(Collected data)
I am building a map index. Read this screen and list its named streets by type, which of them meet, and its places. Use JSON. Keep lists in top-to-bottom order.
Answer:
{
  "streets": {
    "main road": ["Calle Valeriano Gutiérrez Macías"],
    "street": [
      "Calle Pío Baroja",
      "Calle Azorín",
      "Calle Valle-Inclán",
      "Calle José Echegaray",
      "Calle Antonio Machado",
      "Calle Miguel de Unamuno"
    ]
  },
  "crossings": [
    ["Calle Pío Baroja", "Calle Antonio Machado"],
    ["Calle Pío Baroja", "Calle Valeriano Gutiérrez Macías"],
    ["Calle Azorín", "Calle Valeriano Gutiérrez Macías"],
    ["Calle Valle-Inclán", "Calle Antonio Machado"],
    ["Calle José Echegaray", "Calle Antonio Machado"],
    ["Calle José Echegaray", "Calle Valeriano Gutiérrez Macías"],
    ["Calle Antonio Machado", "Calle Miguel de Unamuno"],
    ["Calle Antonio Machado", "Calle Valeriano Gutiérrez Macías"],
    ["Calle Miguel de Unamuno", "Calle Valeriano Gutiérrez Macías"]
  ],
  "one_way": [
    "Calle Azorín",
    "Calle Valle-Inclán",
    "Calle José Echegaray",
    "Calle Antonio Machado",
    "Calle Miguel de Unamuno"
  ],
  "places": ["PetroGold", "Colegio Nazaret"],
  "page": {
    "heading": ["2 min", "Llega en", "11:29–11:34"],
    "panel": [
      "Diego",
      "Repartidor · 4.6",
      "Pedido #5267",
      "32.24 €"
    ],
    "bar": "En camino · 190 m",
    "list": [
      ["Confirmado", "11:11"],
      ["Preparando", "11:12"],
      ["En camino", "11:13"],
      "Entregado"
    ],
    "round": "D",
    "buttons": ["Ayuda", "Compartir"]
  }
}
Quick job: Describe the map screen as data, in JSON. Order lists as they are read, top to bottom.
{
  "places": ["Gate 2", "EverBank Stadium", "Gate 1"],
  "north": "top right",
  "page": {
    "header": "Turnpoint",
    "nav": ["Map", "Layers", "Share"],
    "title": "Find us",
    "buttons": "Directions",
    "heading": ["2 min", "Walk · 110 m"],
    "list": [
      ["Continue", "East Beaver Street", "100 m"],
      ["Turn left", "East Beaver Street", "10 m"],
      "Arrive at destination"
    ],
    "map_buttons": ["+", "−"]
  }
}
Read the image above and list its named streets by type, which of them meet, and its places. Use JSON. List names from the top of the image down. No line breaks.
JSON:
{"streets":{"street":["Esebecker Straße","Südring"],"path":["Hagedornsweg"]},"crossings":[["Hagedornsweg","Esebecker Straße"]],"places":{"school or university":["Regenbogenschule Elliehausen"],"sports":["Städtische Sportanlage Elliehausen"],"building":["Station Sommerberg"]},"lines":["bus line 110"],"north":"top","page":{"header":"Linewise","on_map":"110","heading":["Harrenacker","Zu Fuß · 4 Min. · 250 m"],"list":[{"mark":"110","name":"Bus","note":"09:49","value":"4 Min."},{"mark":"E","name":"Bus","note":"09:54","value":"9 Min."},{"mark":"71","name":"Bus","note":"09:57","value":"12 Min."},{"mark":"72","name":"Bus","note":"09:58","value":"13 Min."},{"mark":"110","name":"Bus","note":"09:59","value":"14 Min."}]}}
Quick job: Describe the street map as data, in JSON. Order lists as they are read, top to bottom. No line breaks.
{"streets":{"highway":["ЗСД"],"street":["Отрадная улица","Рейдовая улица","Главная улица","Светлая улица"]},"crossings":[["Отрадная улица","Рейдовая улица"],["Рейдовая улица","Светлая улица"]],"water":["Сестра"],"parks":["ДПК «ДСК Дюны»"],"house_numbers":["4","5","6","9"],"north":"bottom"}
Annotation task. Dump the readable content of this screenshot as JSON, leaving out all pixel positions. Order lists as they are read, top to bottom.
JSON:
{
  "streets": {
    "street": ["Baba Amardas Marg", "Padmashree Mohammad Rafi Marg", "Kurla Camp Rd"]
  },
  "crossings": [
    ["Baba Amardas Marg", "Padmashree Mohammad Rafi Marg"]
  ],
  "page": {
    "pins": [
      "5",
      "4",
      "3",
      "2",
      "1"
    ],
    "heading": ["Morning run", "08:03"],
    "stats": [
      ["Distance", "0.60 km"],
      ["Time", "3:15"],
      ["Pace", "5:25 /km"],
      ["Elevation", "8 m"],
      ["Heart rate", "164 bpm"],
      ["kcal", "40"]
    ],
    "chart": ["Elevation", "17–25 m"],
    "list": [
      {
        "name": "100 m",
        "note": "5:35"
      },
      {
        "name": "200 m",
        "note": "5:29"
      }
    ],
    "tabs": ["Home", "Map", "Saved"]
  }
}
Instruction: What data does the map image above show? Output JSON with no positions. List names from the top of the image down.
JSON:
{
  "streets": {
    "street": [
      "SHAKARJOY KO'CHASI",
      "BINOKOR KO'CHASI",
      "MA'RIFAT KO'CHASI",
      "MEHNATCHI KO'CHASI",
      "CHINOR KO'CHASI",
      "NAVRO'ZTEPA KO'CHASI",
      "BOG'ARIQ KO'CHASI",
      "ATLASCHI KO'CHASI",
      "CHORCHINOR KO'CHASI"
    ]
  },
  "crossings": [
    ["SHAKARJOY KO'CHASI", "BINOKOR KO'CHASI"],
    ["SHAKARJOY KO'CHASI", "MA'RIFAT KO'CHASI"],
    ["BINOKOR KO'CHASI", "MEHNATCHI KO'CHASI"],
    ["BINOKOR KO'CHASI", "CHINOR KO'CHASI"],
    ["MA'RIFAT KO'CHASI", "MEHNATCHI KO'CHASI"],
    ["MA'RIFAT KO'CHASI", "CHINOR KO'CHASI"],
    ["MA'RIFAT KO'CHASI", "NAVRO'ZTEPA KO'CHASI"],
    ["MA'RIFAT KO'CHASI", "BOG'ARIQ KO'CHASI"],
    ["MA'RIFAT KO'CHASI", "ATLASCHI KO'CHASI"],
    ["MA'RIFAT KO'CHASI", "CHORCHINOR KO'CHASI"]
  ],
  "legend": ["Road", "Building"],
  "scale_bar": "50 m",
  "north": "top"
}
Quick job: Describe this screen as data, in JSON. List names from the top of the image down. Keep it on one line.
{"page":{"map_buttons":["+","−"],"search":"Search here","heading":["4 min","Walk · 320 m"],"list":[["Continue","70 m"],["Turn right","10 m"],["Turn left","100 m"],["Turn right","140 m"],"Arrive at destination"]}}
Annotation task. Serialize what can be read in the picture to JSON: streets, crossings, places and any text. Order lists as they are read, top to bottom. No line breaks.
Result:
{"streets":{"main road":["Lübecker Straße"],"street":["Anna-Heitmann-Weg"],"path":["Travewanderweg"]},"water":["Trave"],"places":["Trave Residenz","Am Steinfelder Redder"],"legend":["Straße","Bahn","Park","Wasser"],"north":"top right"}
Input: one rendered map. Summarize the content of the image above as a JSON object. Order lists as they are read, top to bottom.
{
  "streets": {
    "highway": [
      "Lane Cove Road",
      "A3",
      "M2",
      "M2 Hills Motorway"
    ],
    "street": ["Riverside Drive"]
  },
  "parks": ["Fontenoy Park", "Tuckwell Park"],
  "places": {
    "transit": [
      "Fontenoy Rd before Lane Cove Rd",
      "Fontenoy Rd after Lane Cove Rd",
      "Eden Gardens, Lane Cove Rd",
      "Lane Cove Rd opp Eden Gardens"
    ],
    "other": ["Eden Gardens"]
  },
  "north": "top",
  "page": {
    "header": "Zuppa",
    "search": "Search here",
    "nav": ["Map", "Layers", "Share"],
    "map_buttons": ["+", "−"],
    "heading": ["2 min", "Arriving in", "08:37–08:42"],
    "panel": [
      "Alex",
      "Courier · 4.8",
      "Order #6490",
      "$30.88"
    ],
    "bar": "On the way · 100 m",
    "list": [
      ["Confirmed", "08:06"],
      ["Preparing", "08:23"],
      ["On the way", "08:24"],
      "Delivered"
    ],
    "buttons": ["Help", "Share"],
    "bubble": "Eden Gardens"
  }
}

Work request
What lines above contain the string "type"? Copy all of them.

Exercise output
I am building a map index. Read this screen and list its named streets by type, which of them meet, and its places. Use JSON. Keep lists in top-to-bottom order.
Read the image above and list its named streets by type, which of them meet, and its places. Use JSON. List names from the top of the image down. No line breaks.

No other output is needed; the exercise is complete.